#### [Task item]
Looking at the data, count the lines where the word "Math" occurs and answer with only the number.

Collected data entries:

=======

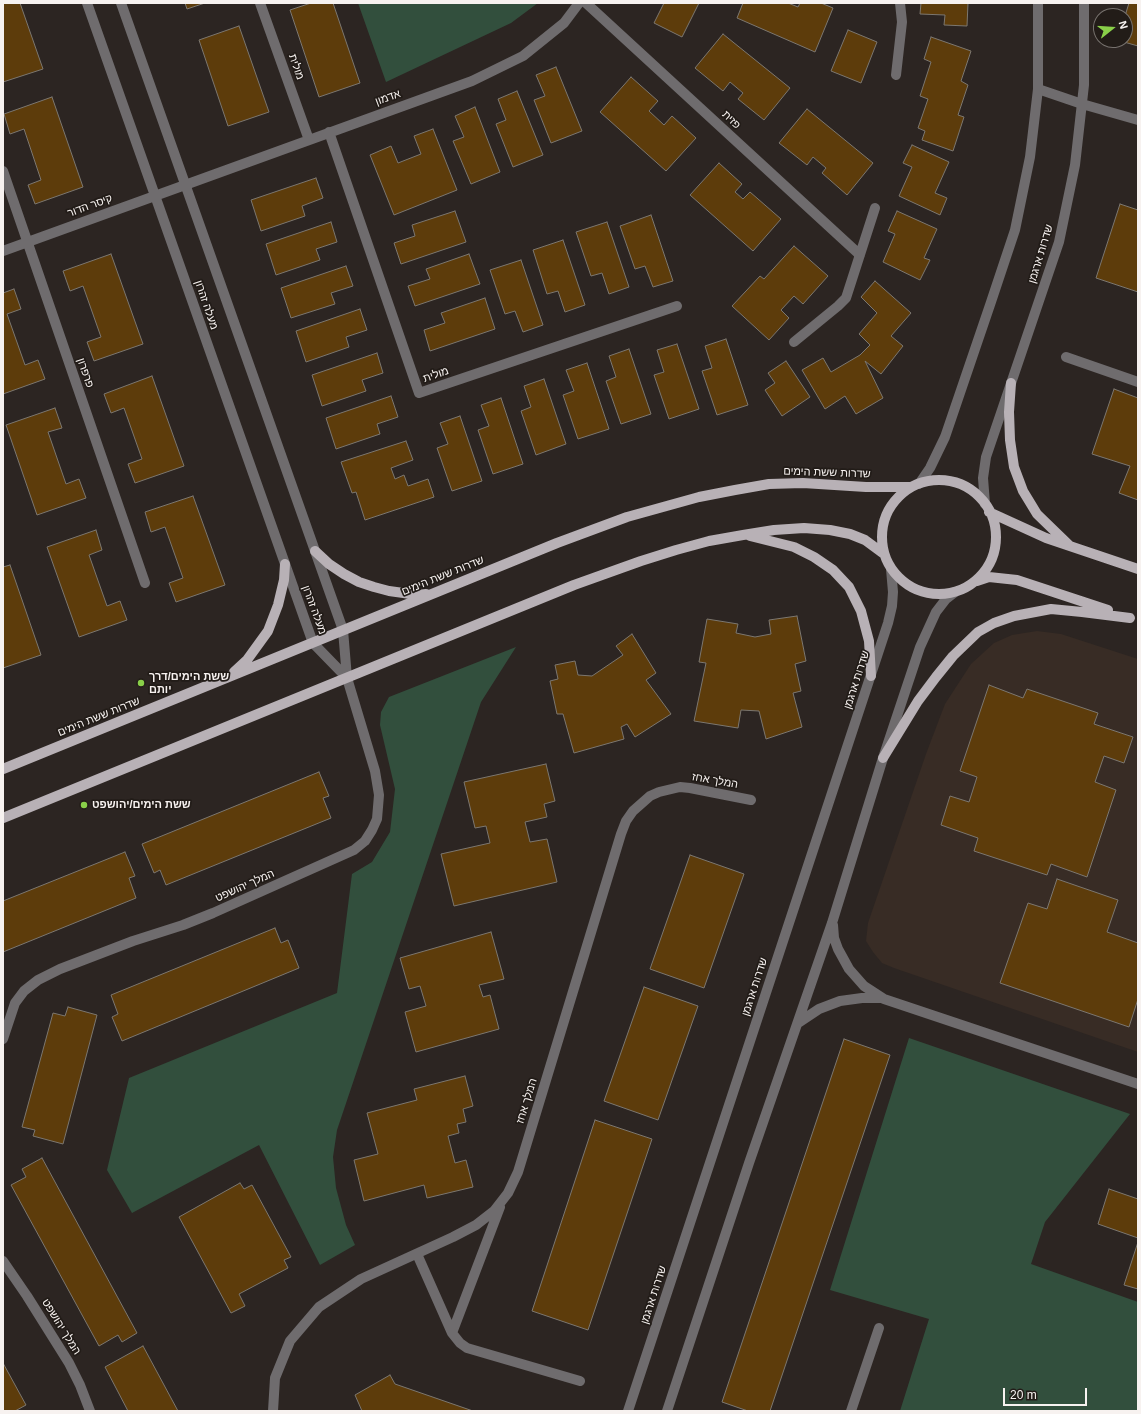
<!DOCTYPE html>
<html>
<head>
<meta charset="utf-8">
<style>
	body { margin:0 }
	#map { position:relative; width:1141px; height:1414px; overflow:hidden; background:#2c2522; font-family:Arial,sans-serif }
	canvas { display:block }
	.frame { position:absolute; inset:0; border:4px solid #f7f2f0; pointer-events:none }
	.north { position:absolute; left:1093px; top:8px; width:40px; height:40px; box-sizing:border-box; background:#221c18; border:1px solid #77726e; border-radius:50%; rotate:73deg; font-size:11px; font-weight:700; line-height:16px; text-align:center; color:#f7f2f0 }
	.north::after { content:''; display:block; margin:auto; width:14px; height:18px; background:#89cf49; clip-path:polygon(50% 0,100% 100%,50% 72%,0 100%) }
	.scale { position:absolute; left:1003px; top:1388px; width:84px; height:18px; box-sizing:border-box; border:2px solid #f7f2f0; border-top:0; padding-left:5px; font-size:12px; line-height:14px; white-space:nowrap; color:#f7f2f0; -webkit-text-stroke:3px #221c18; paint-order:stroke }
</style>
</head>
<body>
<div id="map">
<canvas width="1141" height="1414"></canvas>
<div class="frame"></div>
<div class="north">N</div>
<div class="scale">20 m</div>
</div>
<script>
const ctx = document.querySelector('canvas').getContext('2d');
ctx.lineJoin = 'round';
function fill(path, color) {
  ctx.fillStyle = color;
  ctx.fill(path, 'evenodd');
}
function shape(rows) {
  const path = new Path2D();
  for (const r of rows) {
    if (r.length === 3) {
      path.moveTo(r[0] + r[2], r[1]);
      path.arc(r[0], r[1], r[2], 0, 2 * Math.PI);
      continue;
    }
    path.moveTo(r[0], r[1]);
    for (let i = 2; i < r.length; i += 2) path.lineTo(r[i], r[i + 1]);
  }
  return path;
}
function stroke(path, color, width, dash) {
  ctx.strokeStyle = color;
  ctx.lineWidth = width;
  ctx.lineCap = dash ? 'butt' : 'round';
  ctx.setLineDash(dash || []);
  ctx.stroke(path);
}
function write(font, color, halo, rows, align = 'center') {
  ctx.font = font + ' Arial,Heebo,sans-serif';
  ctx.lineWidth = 3.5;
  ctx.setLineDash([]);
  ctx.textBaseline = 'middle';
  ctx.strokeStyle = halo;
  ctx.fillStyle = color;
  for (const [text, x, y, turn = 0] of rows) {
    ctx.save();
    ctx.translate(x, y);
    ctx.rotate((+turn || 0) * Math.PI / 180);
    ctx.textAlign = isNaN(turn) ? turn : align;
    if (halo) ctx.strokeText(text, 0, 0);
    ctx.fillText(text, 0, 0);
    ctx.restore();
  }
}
fill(shape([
	[1037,631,1061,634,1138,659,1138,1052,894,968,882,963,873,952,866,941,868,923,926,754,945,704,971,664,994,643,1012,635]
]), '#382c25');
fill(shape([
	[358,3,538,3,511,23,386,82],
	[516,647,481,702,337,1130,333,1157,336,1188,346,1225,355,1245,320,1265,259,1145,132,1213,107,1170,129,1078,337,993,352,874,372,862,390,832,395,789,380,725,381,712,389,697],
	[909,1038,1130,1114,1045,1222,1031,1264,1138,1302,1138,1411,900,1411,929,1319,830,1290]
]), '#324f3d');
const building = shape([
	[3,3,20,3,43,69,3,82,3,3],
	[185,3,205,3,187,9,185,3],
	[311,3,333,3,360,83,319,97,290,10,311,3],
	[664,3,699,3,682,37,654,23,664,3],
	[743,3,788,3,798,7,800,3,821,3,833,8,815,52,737,18,743,3],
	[921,3,968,3,967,26,944,25,945,15,920,14,921,3],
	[1129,3,1138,3,1138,46,1117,40,1125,40,1125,16,1129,3],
	[239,26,269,112,228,126,199,40,239,26],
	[848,30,877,42,861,83,831,71,848,30],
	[723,34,790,88,764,120,738,99,743,93,730,82,723,91,695,68,723,34],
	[931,37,971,51,961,81,968,85,958,115,964,117,953,151,922,140,925,131,918,128,928,99,920,96,931,62,924,59,931,37],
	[556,67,582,131,551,143,534,100,545,96,536,75,556,67],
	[631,77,658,101,649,111,664,125,672,116,696,138,666,171,600,112,631,77],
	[517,91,543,155,513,167,496,124,506,120,498,99,517,91],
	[52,97,83,187,35,204,28,185,41,180,24,129,10,134,4,114,52,97],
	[475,107,500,172,471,184,453,141,464,137,455,116,475,107],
	[807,109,873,163,847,195,822,173,826,168,813,157,807,165,779,143,807,109],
	[433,129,457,190,394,215,370,155,391,146,398,163,421,154,414,136,433,129],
	[912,145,949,162,935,193,947,198,940,215,899,196,912,167,903,163,912,145],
	[719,163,742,184,735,192,743,199,750,192,781,219,753,251,690,195,719,163],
	[316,178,323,198,302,206,305,216,261,231,251,200,316,178],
	[1120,204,1138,210,1138,292,1096,278,1120,204],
	[455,211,466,242,401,264,394,243,415,236,412,225,455,211],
	[897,211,937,229,924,258,930,260,920,280,883,262,895,234,888,231,897,211],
	[651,215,673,281,653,287,645,266,635,269,620,226,651,215],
	[331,222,337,242,316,249,320,260,276,275,266,244,331,222],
	[607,222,629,287,609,294,602,273,591,276,576,232,607,222],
	[563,240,585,305,565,312,558,291,547,294,533,250,563,240],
	[794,246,828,276,803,304,794,296,781,310,789,318,769,340,732,306,760,276,764,279,794,246],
	[111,254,143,344,94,361,87,342,101,337,83,286,70,291,63,271,111,254],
	[469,254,480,284,415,306,408,286,430,279,426,269,469,254],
	[521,260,543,325,523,332,515,311,505,314,490,270,521,260],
	[346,266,353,286,331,293,335,304,291,318,281,288,346,266],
	[875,281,911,313,891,336,903,346,881,374,865,361,883,398,856,414,845,396,825,409,802,370,823,358,831,372,860,355,870,345,859,334,877,313,861,297,875,281],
	[14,289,21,309,7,314,25,365,38,360,45,379,3,394,3,293,14,289],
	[485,298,495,329,430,351,424,330,445,323,441,313,485,298],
	[360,309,367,330,346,337,349,347,306,362,296,331,360,309],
	[726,339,748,405,717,415,702,371,712,368,705,346,726,339],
	[677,344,699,409,669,419,654,375,664,372,657,350,677,344],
	[629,349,651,414,621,424,606,381,616,377,609,356,629,349],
	[377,353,383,373,362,380,366,391,322,406,312,375,377,353],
	[786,361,810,397,782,416,765,390,775,383,768,373,786,361],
	[587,363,609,429,578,439,563,395,574,391,566,370,587,363],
	[152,376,184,466,135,483,128,464,142,459,124,408,111,413,104,394,152,376],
	[544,379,566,444,536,455,521,411,531,407,524,386,544,379],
	[1114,389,1138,398,1138,500,1119,493,1130,466,1092,454,1114,389],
	[391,396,398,417,377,424,380,434,336,449,326,418,391,396],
	[501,398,523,464,493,474,478,430,489,426,481,405,501,398],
	[55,408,62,428,48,432,66,484,79,479,86,498,37,515,6,425,55,408],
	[460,416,482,481,452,491,437,448,448,444,440,423,460,416],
	[406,441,413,460,391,468,395,479,404,475,408,486,428,479,434,497,365,520,356,492,352,493,341,462,406,441],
	[193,496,225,585,176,602,169,583,183,578,165,527,151,532,145,512,193,496],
	[96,530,102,550,89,555,107,606,120,601,127,620,79,637,47,547,96,530],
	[10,565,41,655,3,668,3,567,10,565],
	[797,616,806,661,795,664,801,691,793,693,802,727,766,739,759,711,741,710,738,728,694,721,706,663,699,662,707,619,738,624,736,633,755,637,771,634,769,620,797,616],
	[632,634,656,673,646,680,671,714,635,737,627,724,621,727,624,739,574,753,563,714,557,714,550,681,558,679,555,665,575,661,578,675,592,676,623,655,616,646,632,634],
	[989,685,1023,698,1027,689,1098,713,1094,724,1133,737,1124,763,1104,756,1095,782,1116,790,1087,877,1051,864,1047,875,974,851,978,838,941,825,950,796,969,802,977,777,960,771,989,685],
	[546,764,555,801,544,804,547,817,525,822,530,842,547,839,557,882,454,906,441,854,490,843,486,826,475,828,464,782,546,764],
	[319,772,329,796,323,798,331,818,166,885,160,870,154,873,142,844,319,772],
	[125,852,135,876,129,878,136,898,3,952,3,901,125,852],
	[690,855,744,874,704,988,650,969,690,855],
	[1057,879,1118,900,1107,932,1138,943,1138,999,1129,1027,1000,983,1028,903,1047,909,1057,879],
	[275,928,281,943,288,940,299,968,122,1041,112,1017,118,1014,111,995,275,928],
	[491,932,504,979,479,985,483,997,490,995,499,1029,416,1052,405,1012,426,1006,420,986,409,989,400,958,491,932],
	[644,987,698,1006,658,1120,604,1101,644,987],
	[68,1007,97,1015,63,1144,33,1136,35,1130,22,1127,53,1013,65,1016,68,1007],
	[844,1039,890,1055,770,1411,748,1411,722,1402,844,1039],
	[465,1076,473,1106,463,1109,466,1122,457,1124,459,1133,448,1136,455,1163,466,1160,473,1187,427,1198,424,1185,364,1201,354,1160,378,1154,367,1113,417,1100,414,1089,465,1076],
	[595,1120,652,1139,588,1330,532,1311,595,1120],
	[42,1158,137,1333,122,1342,118,1335,99,1346,11,1185,26,1177,22,1169,42,1158],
	[240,1183,244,1189,252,1185,291,1257,284,1260,288,1268,239,1294,245,1306,231,1313,179,1217,240,1183],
	[1109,1189,1138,1199,1138,1238,1098,1224,1109,1189],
	[1138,1242,1138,1289,1124,1285,1138,1242],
	[143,1346,178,1411,128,1411,105,1367,143,1346],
	[3,1363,26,1405,15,1411,3,1411,3,1363],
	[390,1375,395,1384,473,1411,362,1411,355,1395,390,1375]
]);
fill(building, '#5d3c0b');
stroke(building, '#7c7770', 1);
stroke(shape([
	[87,3,313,643,347,678],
	[260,3,309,140],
	[586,3,860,255],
	[896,75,902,22,900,3],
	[1038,89,1082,104,1138,120],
	[329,132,419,393,677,306],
	[3,171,145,583],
	[3,251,472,81,523,56,564,23,579,3],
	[794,342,838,306,846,298,875,208],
	[1066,357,1138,382],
	[919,484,930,468,945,437,991,302,1015,230,1030,157,1038,89,1038,3],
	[985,504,983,478,986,457,1059,242,1075,165,1084,85,1084,3],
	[833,925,834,938,838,949,849,969,864,986,884,999,1138,1084],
	[798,1023,819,1009,840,1001,862,998,882,998],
	[3,1039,15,1003,24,991,38,980,60,969,133,941,183,925,213,913,354,850,365,841,372,830,377,819,379,795,375,771,347,678,343,630,121,3],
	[417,1254,452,1333,460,1343,467,1348,580,1381],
	[3,1261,27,1296,69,1363,80,1385,90,1411],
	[452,1333,500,1207],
	[273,1411,275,1378,290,1341,319,1307,361,1279,453,1237,476,1225,494,1211,508,1193,518,1172,621,834,626,821,633,811,650,796,659,792,680,787,690,788,751,800],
	[628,1411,888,623,892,606,893,592,891,569],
	[667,1411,749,1163,832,923,883,758,920,647,936,612,946,599,955,592],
	[851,1411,879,1328]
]), '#6f6c6e', 10);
stroke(shape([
	[1011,383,1009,412,1010,440,1014,467,1023,491,1037,514,1070,546],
	[939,537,57],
	[989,512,1046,538,1138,569],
	[750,536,794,547,814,557,833,570,849,587,861,611,869,641,871,676],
	[315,551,329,564,344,574,359,582,374,587,389,591,418,595,426,594],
	[977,581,989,577,1017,580,1108,610],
	[234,672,247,660,268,631,278,605,284,580,285,564],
	[883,758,918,701,936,677,953,656,978,632,994,623,1014,616,1051,609,1082,612,1130,618],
	[3,769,557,543,627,517,699,497,735,490,769,484,803,483,866,487,911,487],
	[3,818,574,585,641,561,676,550,709,541,743,535,774,530,804,528,830,530,850,534,865,540,884,554]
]), '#b8b1b6', 10);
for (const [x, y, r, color] of [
	[141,683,4,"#89cf49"],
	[84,805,4,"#89cf49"]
]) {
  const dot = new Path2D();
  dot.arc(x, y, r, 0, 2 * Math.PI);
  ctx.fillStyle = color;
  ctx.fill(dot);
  stroke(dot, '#221c18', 1.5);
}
write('11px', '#f7f2f0', '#221c18', [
	["מולית",296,67,71],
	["אדמון",388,98,-20],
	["פזית",731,120,43],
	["קיסר הדור",90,206,-20],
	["שדרות ארגמן",1041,254,-73],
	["מעלה זהרון",206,305,71],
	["פרפרון",85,373,71],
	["מולית",436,375,-19],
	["שדרות ששת הימים",827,473,2],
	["שדרות ששת הימים",443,576,-22],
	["מעלה זהרון",314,610,70],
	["שדרות ארגמן",857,680,-72],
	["שדרות ששת הימים",99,717,-22],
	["המלך אחז",715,781,10],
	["המלך יהושפט",245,886,-24],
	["שדרות ארגמן",755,987,-72],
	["המלך אחז",527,1101,-73],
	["שדרות ארגמן",654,1295,-72],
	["המלך יהושפט",61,1327,58]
]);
write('bold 11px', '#f7f2f0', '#221c18', [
	["ששת הימים/דרך",149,677],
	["יותם",149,690],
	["ששת הימים/יהושפט",92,805]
], 'left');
</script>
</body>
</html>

=======

#### [Result]
3